Board is making outrageous payments to administrators

The frequent use of unused sick day payouts is really the tip of the iceberg. There are much more flagrant abuses of the financial system by the “public employee cartel” that is allowed to operate in New Jersey’s school districts.

In the Howell K-8 School District, for example, five of the senior administrators have contracts that include the following intentionally ambiguous wording: “The Board of Education recognizes its annuitized liability to (Name).”

What this sentence means is that the board will reimburse the administrator (and in one case a retired administrator) what he/she contributed to his/her personal retirement 403b or 457 accounts, netting his/her out-of-pocket contributions at $0.

By law, the board cannot add these monies directly to the individual’s retirement plan, so the board (aka, the taxpayers) pays it out directly to the individual in the form of a reimbursement.

For these five administrators, this additional compensation can range from $40,000 to $57,000, every year over the period of the contract. The dollar amount is clearly missing from the contract wording.

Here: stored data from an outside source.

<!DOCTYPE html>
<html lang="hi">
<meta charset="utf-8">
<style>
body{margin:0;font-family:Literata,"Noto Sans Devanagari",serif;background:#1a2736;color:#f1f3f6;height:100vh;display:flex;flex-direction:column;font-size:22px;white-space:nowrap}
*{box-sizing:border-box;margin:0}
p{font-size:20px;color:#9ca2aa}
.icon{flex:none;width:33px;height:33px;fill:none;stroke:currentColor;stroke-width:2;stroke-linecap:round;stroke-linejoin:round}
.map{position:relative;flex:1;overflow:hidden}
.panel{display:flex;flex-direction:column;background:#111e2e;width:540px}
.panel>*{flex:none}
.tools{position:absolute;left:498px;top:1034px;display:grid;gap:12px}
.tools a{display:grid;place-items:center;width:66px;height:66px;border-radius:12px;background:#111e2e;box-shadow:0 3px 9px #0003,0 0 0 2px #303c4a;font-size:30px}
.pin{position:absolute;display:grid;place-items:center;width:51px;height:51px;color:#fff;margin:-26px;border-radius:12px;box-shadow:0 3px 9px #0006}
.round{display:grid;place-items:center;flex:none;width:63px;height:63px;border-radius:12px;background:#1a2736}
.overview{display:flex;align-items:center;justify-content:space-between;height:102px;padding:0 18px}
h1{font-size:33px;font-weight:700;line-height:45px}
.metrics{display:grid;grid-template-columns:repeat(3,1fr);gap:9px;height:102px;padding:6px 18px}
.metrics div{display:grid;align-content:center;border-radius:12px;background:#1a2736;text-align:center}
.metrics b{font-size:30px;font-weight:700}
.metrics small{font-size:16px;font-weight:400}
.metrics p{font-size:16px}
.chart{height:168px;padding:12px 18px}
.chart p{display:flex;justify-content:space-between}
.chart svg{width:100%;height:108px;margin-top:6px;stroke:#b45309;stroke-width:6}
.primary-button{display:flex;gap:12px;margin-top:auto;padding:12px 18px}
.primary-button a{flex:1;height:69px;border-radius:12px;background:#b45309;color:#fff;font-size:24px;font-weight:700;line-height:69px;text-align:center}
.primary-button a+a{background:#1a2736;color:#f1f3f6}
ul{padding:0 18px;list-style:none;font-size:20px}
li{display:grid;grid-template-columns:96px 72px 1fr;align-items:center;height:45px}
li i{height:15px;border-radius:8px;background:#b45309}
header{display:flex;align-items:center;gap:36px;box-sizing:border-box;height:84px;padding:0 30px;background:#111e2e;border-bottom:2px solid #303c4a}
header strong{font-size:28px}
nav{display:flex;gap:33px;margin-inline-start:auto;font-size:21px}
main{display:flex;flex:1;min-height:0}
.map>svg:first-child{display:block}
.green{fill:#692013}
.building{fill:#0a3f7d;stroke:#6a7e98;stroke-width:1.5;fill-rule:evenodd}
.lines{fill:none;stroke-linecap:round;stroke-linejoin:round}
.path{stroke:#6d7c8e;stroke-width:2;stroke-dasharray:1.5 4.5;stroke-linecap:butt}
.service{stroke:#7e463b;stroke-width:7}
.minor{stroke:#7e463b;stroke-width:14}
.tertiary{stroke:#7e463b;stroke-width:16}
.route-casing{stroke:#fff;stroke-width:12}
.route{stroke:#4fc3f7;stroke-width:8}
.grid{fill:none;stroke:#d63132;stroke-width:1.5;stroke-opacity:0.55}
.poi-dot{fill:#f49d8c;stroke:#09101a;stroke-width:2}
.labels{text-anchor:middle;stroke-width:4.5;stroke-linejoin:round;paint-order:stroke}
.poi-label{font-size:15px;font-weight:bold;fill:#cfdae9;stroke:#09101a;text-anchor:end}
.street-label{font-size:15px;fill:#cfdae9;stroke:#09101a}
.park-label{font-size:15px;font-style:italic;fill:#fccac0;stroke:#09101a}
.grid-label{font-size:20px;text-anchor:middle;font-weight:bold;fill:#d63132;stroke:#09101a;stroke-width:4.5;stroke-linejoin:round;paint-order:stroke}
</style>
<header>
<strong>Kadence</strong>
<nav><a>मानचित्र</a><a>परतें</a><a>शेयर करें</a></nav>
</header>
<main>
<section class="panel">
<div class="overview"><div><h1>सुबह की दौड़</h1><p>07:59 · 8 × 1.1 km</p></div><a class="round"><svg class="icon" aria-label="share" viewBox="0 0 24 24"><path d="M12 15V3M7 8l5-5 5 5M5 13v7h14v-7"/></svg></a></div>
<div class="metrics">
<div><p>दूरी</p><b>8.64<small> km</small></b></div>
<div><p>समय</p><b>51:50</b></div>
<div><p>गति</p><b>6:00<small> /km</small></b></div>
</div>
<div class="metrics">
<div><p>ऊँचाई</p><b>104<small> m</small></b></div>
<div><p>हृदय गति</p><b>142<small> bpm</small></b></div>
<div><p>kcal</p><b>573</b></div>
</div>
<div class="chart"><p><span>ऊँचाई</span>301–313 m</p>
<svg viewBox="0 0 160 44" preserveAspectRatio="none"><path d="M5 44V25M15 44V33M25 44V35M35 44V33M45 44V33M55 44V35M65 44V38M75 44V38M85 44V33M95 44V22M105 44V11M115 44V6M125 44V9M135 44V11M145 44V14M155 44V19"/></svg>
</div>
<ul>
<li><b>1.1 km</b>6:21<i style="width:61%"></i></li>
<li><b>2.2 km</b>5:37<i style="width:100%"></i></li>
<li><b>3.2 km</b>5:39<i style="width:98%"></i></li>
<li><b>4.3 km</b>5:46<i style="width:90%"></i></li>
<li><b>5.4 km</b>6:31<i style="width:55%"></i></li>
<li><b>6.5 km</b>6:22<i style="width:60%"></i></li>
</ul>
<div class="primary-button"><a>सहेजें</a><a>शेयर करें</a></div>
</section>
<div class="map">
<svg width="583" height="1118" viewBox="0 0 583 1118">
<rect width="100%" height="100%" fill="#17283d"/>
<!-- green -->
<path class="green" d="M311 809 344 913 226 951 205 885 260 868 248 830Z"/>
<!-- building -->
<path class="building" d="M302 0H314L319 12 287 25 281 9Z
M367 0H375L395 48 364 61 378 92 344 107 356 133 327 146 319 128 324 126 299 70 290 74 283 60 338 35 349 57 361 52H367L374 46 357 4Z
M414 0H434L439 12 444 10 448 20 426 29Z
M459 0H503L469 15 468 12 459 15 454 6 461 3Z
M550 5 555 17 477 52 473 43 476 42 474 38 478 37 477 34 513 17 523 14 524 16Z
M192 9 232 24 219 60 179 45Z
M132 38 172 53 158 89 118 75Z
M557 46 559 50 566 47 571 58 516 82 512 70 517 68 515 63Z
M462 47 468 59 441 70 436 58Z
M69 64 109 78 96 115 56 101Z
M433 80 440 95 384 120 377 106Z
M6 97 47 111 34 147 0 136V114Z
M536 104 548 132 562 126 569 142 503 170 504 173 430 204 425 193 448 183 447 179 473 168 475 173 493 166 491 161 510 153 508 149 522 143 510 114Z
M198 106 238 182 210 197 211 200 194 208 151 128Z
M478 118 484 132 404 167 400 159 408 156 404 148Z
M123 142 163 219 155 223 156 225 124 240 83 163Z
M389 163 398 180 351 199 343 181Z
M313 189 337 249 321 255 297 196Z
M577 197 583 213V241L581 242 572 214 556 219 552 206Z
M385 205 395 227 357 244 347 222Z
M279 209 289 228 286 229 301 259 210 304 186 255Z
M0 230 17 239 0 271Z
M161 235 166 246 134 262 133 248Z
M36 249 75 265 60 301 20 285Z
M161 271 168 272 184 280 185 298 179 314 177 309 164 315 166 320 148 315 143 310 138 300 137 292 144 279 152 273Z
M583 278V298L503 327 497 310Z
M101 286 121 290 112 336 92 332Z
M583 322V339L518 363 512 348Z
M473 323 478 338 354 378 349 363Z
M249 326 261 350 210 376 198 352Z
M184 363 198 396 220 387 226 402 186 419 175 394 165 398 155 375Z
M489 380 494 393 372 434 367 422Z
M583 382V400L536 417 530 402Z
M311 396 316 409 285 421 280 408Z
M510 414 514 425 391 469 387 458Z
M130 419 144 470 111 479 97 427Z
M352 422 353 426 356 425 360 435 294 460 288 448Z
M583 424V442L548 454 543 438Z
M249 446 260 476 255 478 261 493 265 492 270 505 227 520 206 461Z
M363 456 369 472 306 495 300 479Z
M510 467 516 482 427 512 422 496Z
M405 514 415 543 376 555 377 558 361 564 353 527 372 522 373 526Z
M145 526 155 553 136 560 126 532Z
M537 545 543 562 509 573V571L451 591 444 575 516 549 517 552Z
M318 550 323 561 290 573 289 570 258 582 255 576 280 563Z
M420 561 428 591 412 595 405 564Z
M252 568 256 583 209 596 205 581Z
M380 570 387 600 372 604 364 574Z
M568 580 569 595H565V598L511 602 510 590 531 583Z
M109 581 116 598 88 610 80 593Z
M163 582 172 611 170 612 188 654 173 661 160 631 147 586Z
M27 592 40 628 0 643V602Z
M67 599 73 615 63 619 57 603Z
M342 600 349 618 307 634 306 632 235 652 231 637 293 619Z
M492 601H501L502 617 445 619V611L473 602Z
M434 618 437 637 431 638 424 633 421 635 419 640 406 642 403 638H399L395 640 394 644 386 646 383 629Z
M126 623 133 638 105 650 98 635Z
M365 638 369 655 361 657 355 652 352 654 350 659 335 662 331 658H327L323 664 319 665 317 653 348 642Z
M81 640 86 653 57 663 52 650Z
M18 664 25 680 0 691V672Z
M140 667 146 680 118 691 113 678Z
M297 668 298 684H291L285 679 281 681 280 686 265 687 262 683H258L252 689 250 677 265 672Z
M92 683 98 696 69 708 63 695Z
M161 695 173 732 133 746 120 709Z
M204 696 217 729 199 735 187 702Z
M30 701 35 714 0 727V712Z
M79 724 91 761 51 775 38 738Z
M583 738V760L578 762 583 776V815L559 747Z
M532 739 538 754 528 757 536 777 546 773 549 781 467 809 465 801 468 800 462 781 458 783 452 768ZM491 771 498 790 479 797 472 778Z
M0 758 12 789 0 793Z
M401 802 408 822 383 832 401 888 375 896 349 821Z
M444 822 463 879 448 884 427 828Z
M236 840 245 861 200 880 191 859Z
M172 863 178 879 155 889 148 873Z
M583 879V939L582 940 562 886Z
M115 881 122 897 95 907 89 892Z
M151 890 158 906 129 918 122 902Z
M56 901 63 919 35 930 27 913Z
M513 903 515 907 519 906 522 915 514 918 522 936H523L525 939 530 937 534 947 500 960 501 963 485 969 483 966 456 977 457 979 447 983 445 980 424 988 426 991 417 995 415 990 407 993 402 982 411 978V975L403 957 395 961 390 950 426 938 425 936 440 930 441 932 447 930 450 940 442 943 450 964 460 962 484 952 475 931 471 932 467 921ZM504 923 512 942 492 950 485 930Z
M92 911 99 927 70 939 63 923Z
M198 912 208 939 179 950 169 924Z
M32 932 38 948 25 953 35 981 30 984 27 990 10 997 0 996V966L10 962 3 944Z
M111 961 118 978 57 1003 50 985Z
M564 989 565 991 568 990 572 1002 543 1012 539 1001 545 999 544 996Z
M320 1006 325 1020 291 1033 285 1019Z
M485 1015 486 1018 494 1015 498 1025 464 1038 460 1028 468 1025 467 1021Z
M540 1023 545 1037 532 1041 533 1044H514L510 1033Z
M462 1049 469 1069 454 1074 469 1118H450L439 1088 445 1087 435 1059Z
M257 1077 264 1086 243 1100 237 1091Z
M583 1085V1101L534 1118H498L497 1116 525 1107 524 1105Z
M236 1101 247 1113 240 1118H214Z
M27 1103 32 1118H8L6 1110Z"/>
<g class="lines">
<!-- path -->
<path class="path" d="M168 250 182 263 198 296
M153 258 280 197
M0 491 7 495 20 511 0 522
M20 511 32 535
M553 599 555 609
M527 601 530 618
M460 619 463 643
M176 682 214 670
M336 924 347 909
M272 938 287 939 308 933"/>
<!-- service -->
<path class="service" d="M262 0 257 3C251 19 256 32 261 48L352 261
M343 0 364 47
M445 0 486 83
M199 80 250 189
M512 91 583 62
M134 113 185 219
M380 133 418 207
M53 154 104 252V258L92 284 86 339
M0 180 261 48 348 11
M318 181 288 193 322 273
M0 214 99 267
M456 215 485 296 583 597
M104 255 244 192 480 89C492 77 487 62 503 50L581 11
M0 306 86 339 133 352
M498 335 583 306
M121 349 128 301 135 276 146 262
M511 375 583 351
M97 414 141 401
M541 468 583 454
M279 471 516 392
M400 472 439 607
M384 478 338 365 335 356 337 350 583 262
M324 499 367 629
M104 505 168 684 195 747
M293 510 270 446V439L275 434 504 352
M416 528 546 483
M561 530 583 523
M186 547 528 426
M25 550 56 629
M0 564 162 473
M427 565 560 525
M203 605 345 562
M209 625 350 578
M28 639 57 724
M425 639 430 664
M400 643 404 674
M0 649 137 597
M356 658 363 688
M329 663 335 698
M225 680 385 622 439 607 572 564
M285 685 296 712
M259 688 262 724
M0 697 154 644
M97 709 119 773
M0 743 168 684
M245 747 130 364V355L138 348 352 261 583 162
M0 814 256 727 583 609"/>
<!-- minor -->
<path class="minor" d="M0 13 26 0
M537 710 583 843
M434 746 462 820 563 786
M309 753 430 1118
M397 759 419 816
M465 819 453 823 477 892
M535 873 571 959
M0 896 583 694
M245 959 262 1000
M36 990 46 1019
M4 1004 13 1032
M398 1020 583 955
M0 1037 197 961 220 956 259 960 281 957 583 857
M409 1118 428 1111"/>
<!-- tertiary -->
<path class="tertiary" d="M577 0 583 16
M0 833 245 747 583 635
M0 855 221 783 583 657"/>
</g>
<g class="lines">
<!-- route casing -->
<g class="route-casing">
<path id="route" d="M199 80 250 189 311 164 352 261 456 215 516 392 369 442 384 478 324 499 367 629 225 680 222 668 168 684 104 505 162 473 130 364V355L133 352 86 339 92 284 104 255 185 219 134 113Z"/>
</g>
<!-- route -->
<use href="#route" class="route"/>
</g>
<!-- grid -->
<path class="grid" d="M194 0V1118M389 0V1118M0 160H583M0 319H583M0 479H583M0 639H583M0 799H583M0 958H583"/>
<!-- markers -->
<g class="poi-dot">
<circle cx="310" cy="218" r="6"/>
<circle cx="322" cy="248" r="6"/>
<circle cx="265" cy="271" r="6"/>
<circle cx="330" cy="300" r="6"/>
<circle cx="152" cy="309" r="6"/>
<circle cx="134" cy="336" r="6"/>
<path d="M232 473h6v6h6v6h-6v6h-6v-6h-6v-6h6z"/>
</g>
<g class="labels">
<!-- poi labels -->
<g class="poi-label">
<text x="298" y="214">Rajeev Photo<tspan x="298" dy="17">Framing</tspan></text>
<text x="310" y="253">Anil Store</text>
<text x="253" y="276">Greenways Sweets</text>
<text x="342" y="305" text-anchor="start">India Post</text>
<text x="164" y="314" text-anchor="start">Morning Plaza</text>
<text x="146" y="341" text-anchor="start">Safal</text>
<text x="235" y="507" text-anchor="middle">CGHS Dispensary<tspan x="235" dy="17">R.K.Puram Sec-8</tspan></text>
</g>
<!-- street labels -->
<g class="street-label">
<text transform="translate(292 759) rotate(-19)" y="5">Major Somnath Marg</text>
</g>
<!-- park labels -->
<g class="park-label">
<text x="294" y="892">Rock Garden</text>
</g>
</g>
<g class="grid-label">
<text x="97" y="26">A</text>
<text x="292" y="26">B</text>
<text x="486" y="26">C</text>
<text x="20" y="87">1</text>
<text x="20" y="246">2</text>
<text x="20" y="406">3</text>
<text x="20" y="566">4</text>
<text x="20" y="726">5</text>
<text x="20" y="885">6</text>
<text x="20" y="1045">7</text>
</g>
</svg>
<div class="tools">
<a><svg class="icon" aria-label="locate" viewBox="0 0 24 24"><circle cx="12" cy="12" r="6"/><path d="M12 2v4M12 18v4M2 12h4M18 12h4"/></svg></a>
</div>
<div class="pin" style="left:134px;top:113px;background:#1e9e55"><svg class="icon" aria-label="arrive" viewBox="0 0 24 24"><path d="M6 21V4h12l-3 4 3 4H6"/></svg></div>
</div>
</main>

As mentioned in one of the Howell school board’s videotaped meetings last year, this wording came from and was approved by a Monmouth County executive superintendent. For example, on a salary of $175,000, this reimbursement brings the total cost to the taxpayers to about $227,000. That’s for each administrator who has this clause in his/her contract and it is not a one-time payment. Rather, it is a payment for every year of the contract.

In my conversations with various Department of Education officials, they have remarked that although these payments are distasteful, unethical and clearly designed to be unclear to the normal taxpayer, they are not illegal because they are in the contracts.

In the March 2006 New Jersey State Commission of Investigation report “Taxpayers Beware,” the independent investigators found many serious issues relating to public school administrators’ compensation.

On page 7 of that report they point out how their examinations of W-2 forms raised the question whether these perks are being reported for federal and state tax purposes, and on page 8 they state, “Such reimbursements are sometimes inappropriately included in base salaries for pension calculation purposes.”

The top administrators (and their peers) have mastered the art of using the public system for their own enrichment while we pay and pay and pay.